Landscaping is a creative process where you are putting a lot of work into ensuring your yard looks just the way you want it. It can help your property value in the long run as well. Spending at least 5% of your home’s value on landscaping may get an ROI (return on investment) of as much as 150% when you go to sell it. One of the more unique ways to increase your home’s value will be through the use of crushed concrete. Finding proper uses for crushed concrete in your yard is one of the more creative ways to design a stylish yard that has a solid foundation.
If you find yourself asking “What is crushed concrete made from? What am I putting in my yard?” have no worries. Crushed concrete is made from recycled materials. Aggregate suppliers put either unused or demolished clean concrete or pavement in a clean, environmentally friendly mixture called crushed concrete aggregate.
Whether you have tons of crushed concrete at your disposal, or just a small trailer full, here are some of the best uses for crushed concrete in your yard.
Raising a Garden Bed
Filling the underneath of a garden bed to raise it a few inches can work wonders for the drainage of your plants. Also, the combination of the crushed concrete and mulch will provide warmer soil for quick germination in the springtime.
Either using the crushed concrete to raise the garden bed or outline it are useful ways to make use of the crushed concrete. You can combine this with crushed shell as nutrients. The crushed seashell for garden act as a mulch and are an organic method to fertilize the bed.
Making Pathways
Making pathways in your yard is one of the more common ways to make use of recycled concrete. Not only do the pathways give your guests walking lanes that will not damage the plants or grass in your yard, but it will effectively give your yard a sleek, unique look.
Utilizing Property Drainage
The crushed concrete you are putting into your yard can be a great alternative form of drainage in your yard. To do this you will need to dig a trench around areas of your property where the most water gets built up. You then fill the trenches with the broken concrete pieces to enhance the drainage. Be sure to cover the concrete with some PVC drainage pipe and then cover that pipe with more crushed concrete. Replace the soil and you have properly set up an alternative way to utilize property drainage in your yard.
Making Walls and Fences
Another one of the uses for crushed concrete in your yard is using it to make walls or fences. Taking your crushed concrete and putting it in a gabion (a cage, cylinder, or box filled with rocks, concrete, or sometimes sand and soil) makes a good wall on sloping hillsides. This helps prevent erosion in your yard as well as create a good planting site for a terraced garden.
Another way to prevent erosion in your yard is riprap. This is when you place the concrete along the shore of a body of water. If you have a pond in your yard, this is a great way to prevent the surrounding area from falling into the water.
Mulching
It might be surprising to you, but one of the uses for crushed concrete is a substitute for traditional mulch. Compared to it, crushed concrete is equal to traditional mulch in its ability to regulate moisture and temperature levels in soil. What puts crushed concrete above traditional mulch is that it does not rot, decay, or decompose as times passes.

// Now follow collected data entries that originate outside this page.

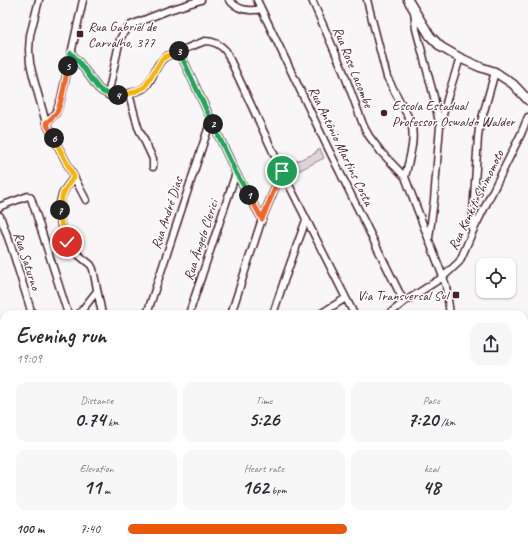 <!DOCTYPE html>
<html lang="en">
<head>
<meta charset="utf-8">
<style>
  body { margin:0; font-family:Caveat,sans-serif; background:#f7f7f7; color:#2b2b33; height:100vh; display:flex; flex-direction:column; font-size:15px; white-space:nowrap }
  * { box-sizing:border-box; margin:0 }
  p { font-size:13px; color:#7c7c81 }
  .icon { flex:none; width:22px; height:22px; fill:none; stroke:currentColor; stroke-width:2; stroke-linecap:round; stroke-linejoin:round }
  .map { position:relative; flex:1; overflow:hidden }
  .drawer { position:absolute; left:0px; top:310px; width:528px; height:242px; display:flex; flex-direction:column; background:#fff; border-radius:12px 12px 0 0; box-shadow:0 1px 3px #0004 }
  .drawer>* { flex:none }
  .buttons { position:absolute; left:476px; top:258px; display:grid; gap:8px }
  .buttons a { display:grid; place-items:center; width:40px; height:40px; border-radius:8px; background:#fff; box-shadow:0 1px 3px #0004; font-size:20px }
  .pin { position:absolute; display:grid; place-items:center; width:34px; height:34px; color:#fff; margin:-17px; border:2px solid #fff; border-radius:50%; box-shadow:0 1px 4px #0007 }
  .km { position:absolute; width:20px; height:20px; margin:-10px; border-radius:50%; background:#222; color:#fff; font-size:11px; line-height:20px; text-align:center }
  .round { display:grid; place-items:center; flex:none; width:42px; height:42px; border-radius:12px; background:#f7f7f7 }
  .overview { display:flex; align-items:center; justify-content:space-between; height:68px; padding:0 16px }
  h1 { font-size:22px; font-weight:700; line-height:30px }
  .metrics { display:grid; grid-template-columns:repeat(3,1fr); gap:6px; height:68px; padding:4px 16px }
  .metrics div { display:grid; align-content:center; border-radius:10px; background:#f7f7f7; text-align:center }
  .metrics b { font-size:20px; font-weight:700 }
  .metrics small { font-size:11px; font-weight:400 }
  .metrics p { font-size:11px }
  ul { padding:0 16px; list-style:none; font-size:13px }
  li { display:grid; grid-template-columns:64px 48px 1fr; align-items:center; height:30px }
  li i { height:10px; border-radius:5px; background:#ea580c }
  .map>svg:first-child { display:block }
  .green { fill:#ded6d9; stroke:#947a82 }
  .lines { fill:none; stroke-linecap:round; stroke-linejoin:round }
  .street-casing { stroke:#4a1f2b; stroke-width:9 }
  .secondary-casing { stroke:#4a1f2b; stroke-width:11 }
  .street { stroke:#fff; stroke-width:6 }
  .secondary { stroke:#fff; stroke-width:8 }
  .split-1-casing { stroke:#fff; stroke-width:8 }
  .split-2-casing { stroke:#fff; stroke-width:8 }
  .split-3-casing { stroke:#fff; stroke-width:8 }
  .split-4-casing { stroke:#fff; stroke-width:8 }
  .split-5-casing { stroke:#fff; stroke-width:8 }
  .split-6-casing { stroke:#fff; stroke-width:8 }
  .split-7-casing { stroke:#fff; stroke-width:8 }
  .split-8-casing { stroke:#fff; stroke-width:8 }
  .split-1 { stroke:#f0652b; stroke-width:5 }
  .split-2 { stroke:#22a559; stroke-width:5 }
  .split-3 { stroke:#22a559; stroke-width:5 }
  .split-4 { stroke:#f5b400; stroke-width:5 }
  .split-5 { stroke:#22a559; stroke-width:5 }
  .split-6 { stroke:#f0652b; stroke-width:5 }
  .split-7 { stroke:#f5b400; stroke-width:5 }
  .split-8 { stroke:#f5b400; stroke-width:5 }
  .poi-dot { fill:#4a1f2b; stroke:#fff; stroke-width:1.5 }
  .labels { text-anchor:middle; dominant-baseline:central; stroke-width:3; stroke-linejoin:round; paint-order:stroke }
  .poi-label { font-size:14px; fill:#4a1f2b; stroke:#fff; text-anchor:start }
  .street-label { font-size:14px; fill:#4a1f2b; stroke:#fff }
</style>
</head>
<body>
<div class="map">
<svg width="528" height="552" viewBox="0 0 528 552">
  <rect width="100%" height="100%" fill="#f8f6f7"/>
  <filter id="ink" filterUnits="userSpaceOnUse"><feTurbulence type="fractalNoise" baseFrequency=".025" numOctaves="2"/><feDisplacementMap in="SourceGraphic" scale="8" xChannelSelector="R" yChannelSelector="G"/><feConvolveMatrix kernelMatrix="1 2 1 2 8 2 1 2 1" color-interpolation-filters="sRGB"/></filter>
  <g filter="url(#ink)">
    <!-- green -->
    <path class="green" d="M320 149 324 158 294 173 289 164 316 153 315 152Z"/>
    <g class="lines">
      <!-- street casing -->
      <g class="street-casing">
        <path id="street" d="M39 0 30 35 29 50 30 63 33 76 46 123 86 200
          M229 0C238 10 248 12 261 9
          M257 0 326 144 404 302
          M312 0 342 68 364 127 369 136 381 152 405 177 443 277 446 286 450 314
          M367 0 387 77 411 122C416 140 409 159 405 177
          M414 11 416 29 434 97 439 123
          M179 51 236 173 262 219
          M71 53 79 62 98 88C108 98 121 96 134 92 137 91 142 90 145 87 155 78 154 64 167 56L205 41C214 41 220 44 226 51L282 171 354 314
          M129 94 138 127 153 159V167
          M108 95 120 39C123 33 126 29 131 25L169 10 201 0
          M46 123 56 113 61 99 83 0
          M74 177C70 182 66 187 63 193 56 208 60 237 72 249 78 255 85 260 91 265L93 269 102 314
          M0 207 1 206 28 196 31 198 68 314
          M0 216 11 246 32 314
          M472 229 478 137 479 129 495 72
          M429 238 434 200 440 126 448 96 460 58
          M79 314 97 291
          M147 314 211 120
          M189 314 236 173
          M231 314 262 219 282 171
          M273 314 284 281 306 220
          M320 314 346 298
          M389 314 404 302 443 277 459 262 462 256 472 233 521 134 528 117
          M0 325 4 337
          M0 416 4 410
          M0 467 4 472
          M0 483 4 486
          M0 518 4 511
          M128 548 130 552
          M209 548 213 552
          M448 548 450 552
          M465 548 468 552
          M44 552 46 548"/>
      </g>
      <!-- secondary casing -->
      <g class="secondary-casing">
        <path id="secondary" d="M408 0 430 36 441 47 460 58 480 67 495 72 513 84 528 100"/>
      </g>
      <!-- street -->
      <use href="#street" class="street"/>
      <!-- secondary -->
      <use href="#secondary" class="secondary"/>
    </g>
  </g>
  <g class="lines" filter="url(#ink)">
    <!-- split-1 casing -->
    <g class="split-1-casing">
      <path id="split-1" d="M249 195 262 219 282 171"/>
    </g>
    <!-- split-2 casing -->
    <g class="split-2-casing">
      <path id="split-2" d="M213 124 236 173 249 195"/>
    </g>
    <!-- split-3 casing -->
    <g class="split-3-casing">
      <path id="split-3" d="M179 51 213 124"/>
    </g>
    <!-- split-4 casing -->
    <g class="split-4-casing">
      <path id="split-4" d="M118 95 129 94 145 87 162 59 167 56 179 51"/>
    </g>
    <!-- split-5 casing -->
    <g class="split-5-casing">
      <path id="split-5" d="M68 66 71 53 79 62 98 88C104 94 110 95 118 95"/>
    </g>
    <!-- split-6 casing -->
    <g class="split-6-casing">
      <path id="split-6" d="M54 138 46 123C50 120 54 116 57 112 63 99 65 80 68 66"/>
    </g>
    <!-- split-7 casing -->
    <g class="split-7-casing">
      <path id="split-7" d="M54 138 74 177C65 189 61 194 60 210"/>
    </g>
    <!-- split-8 casing -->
    <g class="split-8-casing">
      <path id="split-8" d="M60 210C59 221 63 232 67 242"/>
    </g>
    <!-- split-1 -->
    <use href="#split-1" class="split-1"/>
    <!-- split-2 -->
    <use href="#split-2" class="split-2"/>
    <!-- split-3 -->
    <use href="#split-3" class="split-3"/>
    <!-- split-4 -->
    <use href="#split-4" class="split-4"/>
    <!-- split-5 -->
    <use href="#split-5" class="split-5"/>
    <!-- split-6 -->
    <use href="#split-6" class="split-6"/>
    <!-- split-7 -->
    <use href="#split-7" class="split-7"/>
    <!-- split-8 -->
    <use href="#split-8" class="split-8"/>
  </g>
  <!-- markers -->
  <g class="poi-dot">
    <rect x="76" y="30" width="8" height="8" rx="2"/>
    <circle cx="384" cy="113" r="4"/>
    <rect x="452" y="291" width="8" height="8" rx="2"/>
  </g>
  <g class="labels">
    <!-- poi labels -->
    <g class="poi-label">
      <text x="88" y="26">Rua Gabriel de<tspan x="88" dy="16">Carvalho, 377</tspan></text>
      <text x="392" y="105">Escola Estadual<tspan x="392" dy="16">Professor Oswaldo Walder</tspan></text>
      <text x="448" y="295" text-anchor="end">Via Transversal Sul</text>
    </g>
    <!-- street labels -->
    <g class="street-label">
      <text transform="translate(353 67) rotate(68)">Rua Rose Lacombe</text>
      <text transform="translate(341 146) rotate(64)">Rua Antônio Martins Costa</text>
      <text transform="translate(476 200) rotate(-64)">Rua Kenkiti Shimomoto</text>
      <text transform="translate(167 213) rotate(-72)">Rua André Dias</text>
      <text transform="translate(201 240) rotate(-72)">Rua Ângelo Clerici</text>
      <text transform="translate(27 261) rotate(72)">Rua Saturno</text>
    </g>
  </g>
</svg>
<div class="buttons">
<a><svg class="icon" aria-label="locate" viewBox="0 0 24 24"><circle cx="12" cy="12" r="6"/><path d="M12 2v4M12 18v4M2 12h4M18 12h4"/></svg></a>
</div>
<div class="pin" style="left:282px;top:171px;background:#1e9e55"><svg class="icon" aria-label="arrive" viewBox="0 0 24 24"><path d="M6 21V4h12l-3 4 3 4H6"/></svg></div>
<div class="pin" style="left:67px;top:242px;background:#d93025"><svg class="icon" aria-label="check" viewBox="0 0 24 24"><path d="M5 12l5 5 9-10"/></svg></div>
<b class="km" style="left:249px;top:195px">1</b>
<b class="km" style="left:213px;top:124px">2</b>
<b class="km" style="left:179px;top:51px">3</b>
<b class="km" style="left:118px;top:95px">4</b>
<b class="km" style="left:68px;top:66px">5</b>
<b class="km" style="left:54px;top:138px">6</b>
<b class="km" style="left:60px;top:210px">7</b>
<section class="drawer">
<div class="overview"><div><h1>Evening run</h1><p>19:09</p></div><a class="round"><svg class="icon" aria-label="share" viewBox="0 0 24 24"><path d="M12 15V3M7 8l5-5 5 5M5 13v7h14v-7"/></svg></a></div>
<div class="metrics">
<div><p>Distance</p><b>0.74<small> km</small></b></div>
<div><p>Time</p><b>5:26</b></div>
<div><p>Pace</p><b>7:20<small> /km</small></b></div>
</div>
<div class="metrics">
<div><p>Elevation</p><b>11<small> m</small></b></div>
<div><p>Heart rate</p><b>162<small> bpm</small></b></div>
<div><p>kcal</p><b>48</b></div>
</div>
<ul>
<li><b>100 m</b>7:40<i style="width:57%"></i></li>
</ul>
</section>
</div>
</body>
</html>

Obviously, it does not apply the nutrients that mulch gives plants, so using crushed concrete in your garden will depend on the plants you have there. If they do not need the mulch’s nutrients, you can set the crushed concrete just one time with no fear of it attracting bugs or other pests and it is heavy enough to not be blown away by strong rains or heavy winds.
Those are the best uses for crushed concrete in your yard. Apply whatever works for you for a great foundation in landscaping.